__TASK DESCRIPTION__.
Each entry must come back word for word; drop the images as you go.
┄┄┄┄┄┄
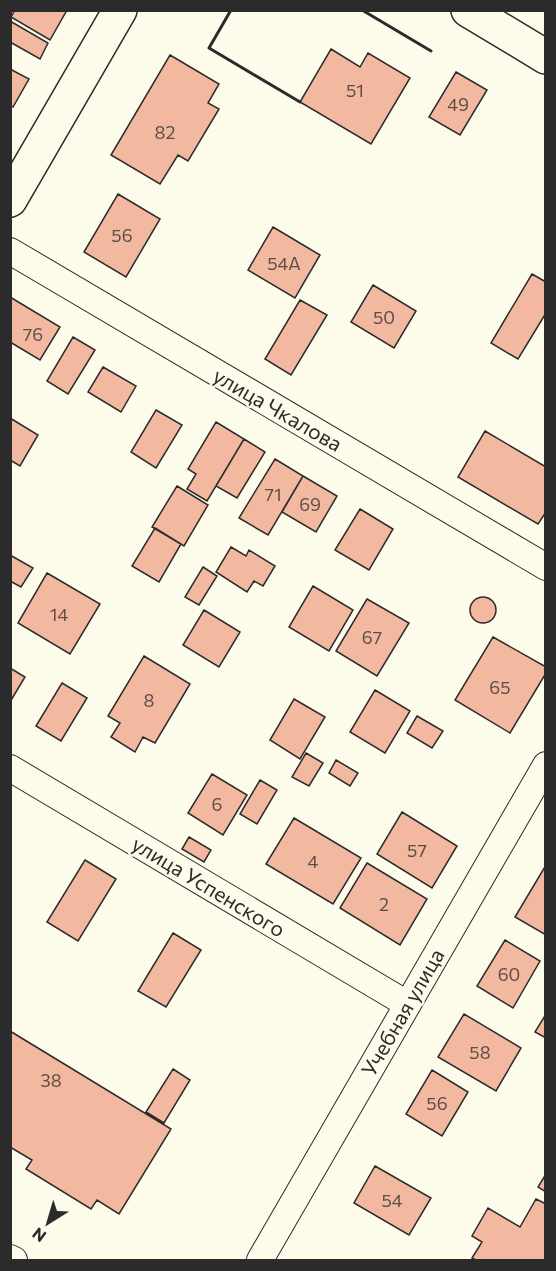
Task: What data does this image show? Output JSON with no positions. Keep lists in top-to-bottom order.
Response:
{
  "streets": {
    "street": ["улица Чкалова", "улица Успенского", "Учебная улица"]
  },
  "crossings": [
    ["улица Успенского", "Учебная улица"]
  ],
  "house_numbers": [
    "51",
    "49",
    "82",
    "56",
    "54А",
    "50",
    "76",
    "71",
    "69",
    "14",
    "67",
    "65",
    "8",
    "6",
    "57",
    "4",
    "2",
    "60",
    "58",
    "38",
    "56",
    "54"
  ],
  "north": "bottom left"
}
┄┄┄┄┄┄
__EXERCISE RESULT__.
Task: What data does this image show? Output JSON with no positions. Keep lists in top-to-bottom order.
Response:
{
  "streets": {
    "street": ["улица Чкалова", "улица Успенского", "Учебная улица"]
  },
  "crossings": [
    ["улица Успенского", "Учебная улица"]
  ],
  "house_numbers": [
    "51",
    "49",
    "82",
    "56",
    "54А",
    "50",
    "76",
    "71",
    "69",
    "14",
    "67",
    "65",
    "8",
    "6",
    "57",
    "4",
    "2",
    "60",
    "58",
    "38",
    "56",
    "54"
  ],
  "north": "bottom left"
}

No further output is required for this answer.